Reproduce, from the lines below, exactly the stretch that begins at the line containing "function strokePath(path, color, width, dash)" and ends at the line containing "ctx.font = font", both included.

[Stored data]
****************

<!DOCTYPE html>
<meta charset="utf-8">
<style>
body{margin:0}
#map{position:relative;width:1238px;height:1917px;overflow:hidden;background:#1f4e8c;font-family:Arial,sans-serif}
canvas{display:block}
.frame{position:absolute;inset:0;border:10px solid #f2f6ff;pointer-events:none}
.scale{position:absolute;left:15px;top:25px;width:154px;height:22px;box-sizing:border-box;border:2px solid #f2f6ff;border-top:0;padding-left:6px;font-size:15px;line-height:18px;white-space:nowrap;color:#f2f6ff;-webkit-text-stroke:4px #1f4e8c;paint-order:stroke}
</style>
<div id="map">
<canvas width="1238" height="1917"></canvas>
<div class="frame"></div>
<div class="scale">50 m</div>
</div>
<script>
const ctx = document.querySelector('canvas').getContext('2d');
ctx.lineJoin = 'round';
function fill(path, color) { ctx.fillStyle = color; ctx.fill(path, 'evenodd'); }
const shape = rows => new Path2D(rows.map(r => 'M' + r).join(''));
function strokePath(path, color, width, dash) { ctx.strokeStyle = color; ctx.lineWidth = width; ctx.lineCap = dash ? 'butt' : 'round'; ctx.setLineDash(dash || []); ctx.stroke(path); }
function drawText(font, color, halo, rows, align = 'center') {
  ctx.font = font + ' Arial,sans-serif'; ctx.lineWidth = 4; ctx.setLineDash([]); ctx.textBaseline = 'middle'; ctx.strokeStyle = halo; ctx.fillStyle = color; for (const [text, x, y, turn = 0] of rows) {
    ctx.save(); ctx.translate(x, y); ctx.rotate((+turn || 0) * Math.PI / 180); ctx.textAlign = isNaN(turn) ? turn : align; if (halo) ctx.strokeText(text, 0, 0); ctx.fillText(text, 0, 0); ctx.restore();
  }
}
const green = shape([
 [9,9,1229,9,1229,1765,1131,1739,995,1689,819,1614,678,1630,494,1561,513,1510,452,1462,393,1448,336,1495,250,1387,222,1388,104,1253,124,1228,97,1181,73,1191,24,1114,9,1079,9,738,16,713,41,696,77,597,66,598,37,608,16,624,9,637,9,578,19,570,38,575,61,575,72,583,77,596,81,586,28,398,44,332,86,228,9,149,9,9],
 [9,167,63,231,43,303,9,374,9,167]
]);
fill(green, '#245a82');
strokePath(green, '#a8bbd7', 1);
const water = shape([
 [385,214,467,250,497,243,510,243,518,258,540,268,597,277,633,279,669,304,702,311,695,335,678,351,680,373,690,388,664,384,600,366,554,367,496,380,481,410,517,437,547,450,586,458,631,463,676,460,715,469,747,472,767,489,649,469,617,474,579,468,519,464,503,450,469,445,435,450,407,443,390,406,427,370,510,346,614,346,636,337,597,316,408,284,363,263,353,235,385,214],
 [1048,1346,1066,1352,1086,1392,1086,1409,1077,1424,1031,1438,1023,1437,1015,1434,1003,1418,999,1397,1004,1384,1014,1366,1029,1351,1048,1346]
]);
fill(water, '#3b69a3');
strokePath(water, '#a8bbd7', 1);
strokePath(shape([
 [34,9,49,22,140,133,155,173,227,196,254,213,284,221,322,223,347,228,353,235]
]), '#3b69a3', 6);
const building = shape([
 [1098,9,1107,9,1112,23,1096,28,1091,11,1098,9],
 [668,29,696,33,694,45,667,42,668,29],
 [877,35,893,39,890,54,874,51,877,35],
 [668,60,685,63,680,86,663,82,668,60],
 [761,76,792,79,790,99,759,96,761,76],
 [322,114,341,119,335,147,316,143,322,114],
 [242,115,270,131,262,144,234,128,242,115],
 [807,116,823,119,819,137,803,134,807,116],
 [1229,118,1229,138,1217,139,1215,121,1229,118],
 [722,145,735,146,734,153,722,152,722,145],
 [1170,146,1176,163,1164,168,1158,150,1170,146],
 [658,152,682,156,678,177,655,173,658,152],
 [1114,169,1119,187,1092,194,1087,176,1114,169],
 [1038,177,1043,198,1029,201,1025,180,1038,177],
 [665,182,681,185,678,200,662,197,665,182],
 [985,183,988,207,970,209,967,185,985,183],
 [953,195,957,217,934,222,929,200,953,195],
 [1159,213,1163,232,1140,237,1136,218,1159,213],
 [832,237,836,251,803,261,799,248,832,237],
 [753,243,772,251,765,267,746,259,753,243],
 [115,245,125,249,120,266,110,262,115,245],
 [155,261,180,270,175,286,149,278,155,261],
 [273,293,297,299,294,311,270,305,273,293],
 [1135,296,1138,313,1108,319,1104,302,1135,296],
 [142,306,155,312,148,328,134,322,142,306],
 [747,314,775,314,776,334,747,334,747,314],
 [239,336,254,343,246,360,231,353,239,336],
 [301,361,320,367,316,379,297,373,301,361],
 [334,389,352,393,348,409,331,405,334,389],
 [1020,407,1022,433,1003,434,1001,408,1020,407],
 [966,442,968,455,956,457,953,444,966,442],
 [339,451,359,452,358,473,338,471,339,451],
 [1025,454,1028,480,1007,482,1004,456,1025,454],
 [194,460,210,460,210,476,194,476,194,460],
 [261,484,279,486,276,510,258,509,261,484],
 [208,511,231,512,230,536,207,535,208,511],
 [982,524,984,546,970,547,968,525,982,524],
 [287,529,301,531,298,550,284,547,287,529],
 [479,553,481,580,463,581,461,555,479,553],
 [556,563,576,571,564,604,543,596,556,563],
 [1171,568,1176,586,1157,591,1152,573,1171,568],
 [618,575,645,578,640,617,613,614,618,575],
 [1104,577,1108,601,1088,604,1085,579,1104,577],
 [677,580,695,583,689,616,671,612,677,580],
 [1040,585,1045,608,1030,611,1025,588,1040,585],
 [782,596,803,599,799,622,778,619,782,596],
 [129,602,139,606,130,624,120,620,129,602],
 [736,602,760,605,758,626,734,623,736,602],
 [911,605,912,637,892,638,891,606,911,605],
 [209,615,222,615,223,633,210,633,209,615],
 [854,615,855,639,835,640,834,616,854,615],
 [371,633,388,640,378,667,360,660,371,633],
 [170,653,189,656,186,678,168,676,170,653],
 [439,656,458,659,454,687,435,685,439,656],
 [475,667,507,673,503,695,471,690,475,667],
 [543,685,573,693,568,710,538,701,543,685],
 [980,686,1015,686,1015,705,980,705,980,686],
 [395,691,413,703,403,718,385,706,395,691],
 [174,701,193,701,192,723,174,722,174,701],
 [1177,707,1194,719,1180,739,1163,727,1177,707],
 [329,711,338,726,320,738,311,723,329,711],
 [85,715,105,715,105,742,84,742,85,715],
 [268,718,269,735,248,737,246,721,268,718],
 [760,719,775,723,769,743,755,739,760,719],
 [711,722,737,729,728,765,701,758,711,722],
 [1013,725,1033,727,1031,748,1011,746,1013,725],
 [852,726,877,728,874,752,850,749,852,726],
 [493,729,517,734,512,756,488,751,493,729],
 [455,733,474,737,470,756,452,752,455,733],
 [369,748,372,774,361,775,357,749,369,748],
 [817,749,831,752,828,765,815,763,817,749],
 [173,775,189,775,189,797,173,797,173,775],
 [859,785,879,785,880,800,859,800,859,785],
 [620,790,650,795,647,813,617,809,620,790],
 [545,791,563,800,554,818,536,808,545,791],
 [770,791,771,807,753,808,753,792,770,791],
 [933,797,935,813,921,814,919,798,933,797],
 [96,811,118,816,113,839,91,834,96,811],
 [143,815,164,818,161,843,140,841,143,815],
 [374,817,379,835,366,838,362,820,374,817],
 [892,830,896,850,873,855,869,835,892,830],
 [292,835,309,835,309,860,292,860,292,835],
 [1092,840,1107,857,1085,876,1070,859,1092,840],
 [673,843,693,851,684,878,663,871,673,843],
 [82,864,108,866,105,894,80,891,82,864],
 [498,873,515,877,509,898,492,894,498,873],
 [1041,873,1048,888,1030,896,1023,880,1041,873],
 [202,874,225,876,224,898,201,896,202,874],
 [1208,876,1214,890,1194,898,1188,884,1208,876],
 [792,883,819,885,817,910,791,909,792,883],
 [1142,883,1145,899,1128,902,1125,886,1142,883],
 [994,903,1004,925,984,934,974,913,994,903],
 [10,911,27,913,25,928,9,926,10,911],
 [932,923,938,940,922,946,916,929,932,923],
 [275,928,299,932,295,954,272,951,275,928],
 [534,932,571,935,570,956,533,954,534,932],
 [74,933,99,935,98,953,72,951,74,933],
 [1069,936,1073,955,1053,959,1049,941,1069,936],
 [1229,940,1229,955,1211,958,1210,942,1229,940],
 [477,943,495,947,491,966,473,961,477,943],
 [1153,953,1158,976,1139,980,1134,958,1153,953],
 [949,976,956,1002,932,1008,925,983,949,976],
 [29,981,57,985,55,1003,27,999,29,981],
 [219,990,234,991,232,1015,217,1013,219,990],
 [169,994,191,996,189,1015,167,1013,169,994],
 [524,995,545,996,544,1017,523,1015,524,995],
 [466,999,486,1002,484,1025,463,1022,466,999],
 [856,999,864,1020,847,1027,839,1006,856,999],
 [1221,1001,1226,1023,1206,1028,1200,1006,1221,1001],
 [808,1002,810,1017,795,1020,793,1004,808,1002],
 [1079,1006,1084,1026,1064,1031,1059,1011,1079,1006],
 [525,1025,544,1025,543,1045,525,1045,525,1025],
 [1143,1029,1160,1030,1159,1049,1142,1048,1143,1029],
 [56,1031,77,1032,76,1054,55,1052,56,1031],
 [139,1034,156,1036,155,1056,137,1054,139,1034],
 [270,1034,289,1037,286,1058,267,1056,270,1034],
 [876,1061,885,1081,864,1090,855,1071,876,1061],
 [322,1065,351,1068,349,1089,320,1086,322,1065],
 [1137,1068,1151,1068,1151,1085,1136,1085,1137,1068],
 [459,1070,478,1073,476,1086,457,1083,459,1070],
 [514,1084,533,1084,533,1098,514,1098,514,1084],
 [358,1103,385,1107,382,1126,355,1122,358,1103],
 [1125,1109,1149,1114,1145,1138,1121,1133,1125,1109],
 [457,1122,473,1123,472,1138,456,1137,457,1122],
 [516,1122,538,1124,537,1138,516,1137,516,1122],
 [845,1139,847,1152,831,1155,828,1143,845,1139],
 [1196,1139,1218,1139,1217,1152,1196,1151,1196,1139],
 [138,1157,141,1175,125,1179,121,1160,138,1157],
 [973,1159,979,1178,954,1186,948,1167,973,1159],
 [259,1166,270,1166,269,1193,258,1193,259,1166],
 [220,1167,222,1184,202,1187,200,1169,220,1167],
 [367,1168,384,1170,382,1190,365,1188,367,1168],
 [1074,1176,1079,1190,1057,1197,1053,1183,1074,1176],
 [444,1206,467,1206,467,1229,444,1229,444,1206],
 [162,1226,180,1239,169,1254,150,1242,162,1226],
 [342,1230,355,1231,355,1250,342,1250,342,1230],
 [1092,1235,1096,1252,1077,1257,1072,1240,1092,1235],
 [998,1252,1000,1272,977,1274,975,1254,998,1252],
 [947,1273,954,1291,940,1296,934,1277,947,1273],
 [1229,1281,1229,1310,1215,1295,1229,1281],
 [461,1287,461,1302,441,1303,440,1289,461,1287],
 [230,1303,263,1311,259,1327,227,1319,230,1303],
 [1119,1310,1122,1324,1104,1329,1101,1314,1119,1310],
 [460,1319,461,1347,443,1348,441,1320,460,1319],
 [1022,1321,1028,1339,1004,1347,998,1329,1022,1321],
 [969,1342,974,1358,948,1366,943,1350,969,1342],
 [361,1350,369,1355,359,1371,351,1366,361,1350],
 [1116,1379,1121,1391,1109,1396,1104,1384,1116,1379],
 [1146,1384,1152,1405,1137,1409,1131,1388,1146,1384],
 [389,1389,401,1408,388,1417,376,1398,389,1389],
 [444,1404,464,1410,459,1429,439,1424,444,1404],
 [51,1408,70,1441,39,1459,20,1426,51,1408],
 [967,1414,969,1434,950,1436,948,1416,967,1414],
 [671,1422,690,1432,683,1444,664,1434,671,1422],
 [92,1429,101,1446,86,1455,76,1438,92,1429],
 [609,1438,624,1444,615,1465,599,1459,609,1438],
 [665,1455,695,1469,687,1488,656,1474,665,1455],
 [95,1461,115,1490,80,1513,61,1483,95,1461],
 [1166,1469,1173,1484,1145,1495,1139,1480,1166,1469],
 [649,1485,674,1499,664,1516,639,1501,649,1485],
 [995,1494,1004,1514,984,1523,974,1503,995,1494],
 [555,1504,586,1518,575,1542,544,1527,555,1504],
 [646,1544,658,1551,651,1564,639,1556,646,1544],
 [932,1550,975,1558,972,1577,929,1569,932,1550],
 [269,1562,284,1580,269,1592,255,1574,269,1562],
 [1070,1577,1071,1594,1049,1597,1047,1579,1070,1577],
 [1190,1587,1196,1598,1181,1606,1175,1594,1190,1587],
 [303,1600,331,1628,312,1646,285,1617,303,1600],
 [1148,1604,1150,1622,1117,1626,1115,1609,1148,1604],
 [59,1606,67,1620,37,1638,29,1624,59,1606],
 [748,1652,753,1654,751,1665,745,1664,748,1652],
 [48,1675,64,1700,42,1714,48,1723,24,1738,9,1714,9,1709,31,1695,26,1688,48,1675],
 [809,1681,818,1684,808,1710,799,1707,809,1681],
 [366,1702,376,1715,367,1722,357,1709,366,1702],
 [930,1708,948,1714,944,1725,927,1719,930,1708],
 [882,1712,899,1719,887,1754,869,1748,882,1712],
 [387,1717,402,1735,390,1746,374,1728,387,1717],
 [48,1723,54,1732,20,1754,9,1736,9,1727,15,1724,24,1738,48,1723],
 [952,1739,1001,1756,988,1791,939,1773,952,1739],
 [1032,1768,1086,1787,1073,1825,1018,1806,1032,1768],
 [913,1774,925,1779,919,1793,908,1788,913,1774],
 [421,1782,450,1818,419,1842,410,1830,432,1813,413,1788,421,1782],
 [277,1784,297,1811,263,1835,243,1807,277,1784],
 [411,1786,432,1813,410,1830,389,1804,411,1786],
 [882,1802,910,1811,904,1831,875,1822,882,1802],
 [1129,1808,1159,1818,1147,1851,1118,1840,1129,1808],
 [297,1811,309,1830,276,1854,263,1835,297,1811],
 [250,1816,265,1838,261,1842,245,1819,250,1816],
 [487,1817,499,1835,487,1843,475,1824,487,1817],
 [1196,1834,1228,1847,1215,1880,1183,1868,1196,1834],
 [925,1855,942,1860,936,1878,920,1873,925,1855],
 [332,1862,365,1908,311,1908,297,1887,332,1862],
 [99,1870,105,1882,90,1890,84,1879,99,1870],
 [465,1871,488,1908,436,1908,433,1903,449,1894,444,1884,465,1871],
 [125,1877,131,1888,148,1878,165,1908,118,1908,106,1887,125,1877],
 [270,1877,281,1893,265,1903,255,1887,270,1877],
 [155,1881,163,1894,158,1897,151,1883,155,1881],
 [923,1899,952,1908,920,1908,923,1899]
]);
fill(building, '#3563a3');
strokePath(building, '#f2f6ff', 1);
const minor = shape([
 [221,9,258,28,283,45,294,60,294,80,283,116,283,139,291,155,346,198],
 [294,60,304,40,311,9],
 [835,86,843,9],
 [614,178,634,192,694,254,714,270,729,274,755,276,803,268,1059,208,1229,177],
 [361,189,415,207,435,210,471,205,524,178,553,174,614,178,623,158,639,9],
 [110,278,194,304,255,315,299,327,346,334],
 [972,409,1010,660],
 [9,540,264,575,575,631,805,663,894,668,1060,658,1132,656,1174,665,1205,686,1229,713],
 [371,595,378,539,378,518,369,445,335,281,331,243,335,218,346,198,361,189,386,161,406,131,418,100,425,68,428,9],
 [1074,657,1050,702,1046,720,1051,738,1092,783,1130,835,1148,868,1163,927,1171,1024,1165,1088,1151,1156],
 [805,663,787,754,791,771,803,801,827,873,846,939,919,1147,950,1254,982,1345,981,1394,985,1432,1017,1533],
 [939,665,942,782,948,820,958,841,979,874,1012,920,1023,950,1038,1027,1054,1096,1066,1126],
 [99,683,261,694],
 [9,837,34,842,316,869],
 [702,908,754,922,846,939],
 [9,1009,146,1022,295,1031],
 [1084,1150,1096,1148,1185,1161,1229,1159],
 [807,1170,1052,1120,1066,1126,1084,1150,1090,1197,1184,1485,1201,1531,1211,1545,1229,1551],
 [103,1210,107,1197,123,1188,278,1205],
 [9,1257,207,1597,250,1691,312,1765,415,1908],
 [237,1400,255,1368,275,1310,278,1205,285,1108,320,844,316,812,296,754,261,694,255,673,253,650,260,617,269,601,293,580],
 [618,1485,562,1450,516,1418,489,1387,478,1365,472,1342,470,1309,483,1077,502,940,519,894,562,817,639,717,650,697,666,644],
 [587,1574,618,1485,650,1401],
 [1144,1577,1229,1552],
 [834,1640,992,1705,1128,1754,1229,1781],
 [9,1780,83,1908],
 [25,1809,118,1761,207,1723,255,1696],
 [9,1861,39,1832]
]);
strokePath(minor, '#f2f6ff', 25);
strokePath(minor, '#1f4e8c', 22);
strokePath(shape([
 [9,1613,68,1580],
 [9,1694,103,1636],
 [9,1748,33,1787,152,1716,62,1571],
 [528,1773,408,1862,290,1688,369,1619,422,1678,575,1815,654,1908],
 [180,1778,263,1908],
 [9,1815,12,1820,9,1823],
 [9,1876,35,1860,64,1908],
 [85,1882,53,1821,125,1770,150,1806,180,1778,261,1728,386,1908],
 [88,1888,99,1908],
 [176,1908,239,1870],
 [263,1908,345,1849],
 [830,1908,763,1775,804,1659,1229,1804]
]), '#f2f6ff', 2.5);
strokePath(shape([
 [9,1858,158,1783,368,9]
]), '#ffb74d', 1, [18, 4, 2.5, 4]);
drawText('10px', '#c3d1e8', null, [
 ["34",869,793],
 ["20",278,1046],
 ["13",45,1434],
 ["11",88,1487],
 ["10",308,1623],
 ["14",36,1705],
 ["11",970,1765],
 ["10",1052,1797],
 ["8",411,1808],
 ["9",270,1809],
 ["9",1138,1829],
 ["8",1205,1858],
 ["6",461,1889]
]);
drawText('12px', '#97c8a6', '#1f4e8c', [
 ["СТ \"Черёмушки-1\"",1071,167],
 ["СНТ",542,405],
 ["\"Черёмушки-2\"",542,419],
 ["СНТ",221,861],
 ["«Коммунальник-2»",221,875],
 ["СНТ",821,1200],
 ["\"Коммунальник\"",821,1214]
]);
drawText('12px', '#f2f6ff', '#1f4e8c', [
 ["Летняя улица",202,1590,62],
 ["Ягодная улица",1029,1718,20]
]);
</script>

****************

> [RESPONSE BELOW]
function strokePath(path, color, width, dash) { ctx.strokeStyle = color; ctx.lineWidth = width; ctx.lineCap = dash ? 'butt' : 'round'; ctx.setLineDash(dash || []); ctx.stroke(path); }
function drawText(font, color, halo, rows, align = 'center') {
  ctx.font = font + ' Arial,sans-serif'; ctx.lineWidth = 4; ctx.setLineDash([]); ctx.textBaseline = 'middle'; ctx.strokeStyle = halo; ctx.fillStyle = color; for (const [text, x, y, turn = 0] of rows) {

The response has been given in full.